Data entries

•••

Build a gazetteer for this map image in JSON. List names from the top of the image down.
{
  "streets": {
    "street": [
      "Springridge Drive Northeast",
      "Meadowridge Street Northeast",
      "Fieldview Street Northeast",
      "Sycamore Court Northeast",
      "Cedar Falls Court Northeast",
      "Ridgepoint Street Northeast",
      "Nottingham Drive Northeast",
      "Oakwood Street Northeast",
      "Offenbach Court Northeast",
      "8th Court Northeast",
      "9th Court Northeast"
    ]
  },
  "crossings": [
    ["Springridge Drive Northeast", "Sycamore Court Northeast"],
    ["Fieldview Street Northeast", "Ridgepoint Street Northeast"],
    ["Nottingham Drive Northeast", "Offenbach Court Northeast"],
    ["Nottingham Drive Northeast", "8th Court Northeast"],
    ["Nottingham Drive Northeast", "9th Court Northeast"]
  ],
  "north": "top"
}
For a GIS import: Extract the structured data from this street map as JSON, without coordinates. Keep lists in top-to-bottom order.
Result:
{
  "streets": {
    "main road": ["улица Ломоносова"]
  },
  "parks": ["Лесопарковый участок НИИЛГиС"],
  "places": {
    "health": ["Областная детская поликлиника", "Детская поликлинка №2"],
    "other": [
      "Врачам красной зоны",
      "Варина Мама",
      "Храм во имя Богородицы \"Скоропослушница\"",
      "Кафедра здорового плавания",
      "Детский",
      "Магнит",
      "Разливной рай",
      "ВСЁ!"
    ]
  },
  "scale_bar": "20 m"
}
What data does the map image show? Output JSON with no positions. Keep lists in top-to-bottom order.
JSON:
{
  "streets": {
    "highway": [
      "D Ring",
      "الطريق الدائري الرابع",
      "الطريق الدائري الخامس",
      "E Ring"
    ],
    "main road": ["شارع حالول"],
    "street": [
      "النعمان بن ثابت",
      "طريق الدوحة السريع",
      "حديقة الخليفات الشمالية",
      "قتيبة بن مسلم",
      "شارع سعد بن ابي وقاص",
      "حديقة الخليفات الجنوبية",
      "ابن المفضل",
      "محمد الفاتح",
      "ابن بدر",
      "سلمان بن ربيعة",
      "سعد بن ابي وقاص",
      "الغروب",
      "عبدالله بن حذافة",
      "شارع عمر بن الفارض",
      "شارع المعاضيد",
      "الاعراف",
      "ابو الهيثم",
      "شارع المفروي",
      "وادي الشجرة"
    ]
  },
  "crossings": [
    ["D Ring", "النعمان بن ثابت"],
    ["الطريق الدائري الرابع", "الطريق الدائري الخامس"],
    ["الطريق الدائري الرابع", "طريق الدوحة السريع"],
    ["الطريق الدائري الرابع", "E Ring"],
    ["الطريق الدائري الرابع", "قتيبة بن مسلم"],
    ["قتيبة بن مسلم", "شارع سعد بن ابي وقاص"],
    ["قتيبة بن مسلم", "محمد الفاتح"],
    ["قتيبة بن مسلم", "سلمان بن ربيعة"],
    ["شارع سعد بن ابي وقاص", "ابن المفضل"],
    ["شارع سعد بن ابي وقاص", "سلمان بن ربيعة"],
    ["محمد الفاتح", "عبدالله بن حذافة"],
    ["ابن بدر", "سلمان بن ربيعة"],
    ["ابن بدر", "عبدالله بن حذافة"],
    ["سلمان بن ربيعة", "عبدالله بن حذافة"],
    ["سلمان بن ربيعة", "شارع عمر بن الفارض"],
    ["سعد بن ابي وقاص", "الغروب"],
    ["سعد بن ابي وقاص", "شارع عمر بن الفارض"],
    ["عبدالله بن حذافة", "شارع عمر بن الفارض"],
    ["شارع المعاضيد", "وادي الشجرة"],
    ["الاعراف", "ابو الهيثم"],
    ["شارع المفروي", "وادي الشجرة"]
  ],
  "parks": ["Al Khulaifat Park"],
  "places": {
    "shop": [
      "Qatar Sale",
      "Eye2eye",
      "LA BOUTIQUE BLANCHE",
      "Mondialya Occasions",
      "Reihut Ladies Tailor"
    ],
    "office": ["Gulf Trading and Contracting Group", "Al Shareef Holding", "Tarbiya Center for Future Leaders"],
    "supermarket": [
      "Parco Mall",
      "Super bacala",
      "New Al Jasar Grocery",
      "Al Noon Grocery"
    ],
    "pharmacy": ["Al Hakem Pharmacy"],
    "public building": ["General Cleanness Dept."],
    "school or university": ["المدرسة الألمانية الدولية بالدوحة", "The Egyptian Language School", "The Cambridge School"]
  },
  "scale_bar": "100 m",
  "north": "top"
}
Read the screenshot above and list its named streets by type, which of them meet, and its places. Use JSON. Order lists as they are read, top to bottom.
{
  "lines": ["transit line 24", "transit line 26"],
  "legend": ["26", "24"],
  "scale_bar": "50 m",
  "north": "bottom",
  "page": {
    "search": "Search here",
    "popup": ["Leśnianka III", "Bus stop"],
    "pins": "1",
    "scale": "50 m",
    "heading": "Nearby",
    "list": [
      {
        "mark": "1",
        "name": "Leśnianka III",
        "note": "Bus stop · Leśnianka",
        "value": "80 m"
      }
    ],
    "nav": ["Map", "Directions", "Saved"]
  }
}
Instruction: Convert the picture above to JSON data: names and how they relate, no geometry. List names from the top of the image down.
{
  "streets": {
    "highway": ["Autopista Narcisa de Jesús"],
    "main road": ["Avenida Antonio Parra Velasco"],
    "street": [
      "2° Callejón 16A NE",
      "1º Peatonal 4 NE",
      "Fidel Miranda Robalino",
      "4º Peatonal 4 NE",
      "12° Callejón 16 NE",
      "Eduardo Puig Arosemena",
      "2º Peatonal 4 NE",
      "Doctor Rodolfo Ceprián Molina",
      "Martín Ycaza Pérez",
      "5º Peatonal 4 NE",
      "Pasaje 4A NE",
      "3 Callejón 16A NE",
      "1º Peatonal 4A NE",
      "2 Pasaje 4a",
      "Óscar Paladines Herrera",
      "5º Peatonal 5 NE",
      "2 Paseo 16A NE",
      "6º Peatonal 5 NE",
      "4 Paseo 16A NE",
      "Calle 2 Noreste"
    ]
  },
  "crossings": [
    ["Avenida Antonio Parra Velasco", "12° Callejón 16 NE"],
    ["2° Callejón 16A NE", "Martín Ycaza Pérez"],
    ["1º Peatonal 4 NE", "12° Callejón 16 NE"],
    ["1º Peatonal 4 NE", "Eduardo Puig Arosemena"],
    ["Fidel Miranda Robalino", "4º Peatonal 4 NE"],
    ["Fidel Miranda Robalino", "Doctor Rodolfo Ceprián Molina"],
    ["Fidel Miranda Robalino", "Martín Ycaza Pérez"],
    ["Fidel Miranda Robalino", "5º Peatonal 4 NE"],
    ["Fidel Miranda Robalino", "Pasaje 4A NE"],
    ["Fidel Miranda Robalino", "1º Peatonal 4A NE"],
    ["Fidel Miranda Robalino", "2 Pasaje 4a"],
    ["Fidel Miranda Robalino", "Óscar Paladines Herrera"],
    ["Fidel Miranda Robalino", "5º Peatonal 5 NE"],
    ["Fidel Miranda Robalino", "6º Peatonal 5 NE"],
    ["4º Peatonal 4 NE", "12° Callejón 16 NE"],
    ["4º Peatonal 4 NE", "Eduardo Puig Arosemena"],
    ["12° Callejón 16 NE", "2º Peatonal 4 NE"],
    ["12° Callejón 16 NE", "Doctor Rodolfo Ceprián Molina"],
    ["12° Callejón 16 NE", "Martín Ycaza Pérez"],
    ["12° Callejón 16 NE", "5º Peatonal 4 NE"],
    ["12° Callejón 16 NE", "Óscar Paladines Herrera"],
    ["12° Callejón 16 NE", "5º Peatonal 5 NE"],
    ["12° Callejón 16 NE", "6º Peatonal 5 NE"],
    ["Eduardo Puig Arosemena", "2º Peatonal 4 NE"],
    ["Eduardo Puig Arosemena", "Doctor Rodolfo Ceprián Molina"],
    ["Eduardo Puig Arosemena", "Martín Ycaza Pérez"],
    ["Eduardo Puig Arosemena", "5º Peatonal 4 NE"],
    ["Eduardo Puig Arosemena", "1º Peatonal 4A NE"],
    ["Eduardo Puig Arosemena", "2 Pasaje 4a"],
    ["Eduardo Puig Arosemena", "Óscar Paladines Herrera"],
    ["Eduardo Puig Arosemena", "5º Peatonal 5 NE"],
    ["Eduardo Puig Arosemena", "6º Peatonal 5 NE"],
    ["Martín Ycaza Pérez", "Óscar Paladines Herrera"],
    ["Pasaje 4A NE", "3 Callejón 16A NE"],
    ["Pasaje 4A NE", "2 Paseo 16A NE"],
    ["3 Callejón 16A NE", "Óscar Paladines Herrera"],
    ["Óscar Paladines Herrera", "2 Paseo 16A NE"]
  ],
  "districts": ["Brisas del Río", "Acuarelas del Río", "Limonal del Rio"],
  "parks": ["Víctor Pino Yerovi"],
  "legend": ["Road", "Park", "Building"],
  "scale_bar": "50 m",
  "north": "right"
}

•••

- Problem statement -
Where a line in the records above contains the string "الشجرة", return that line.

- Answer -
      "وادي الشجرة"
    ["شارع المعاضيد", "وادي الشجرة"],
    ["شارع المفروي", "وادي الشجرة"]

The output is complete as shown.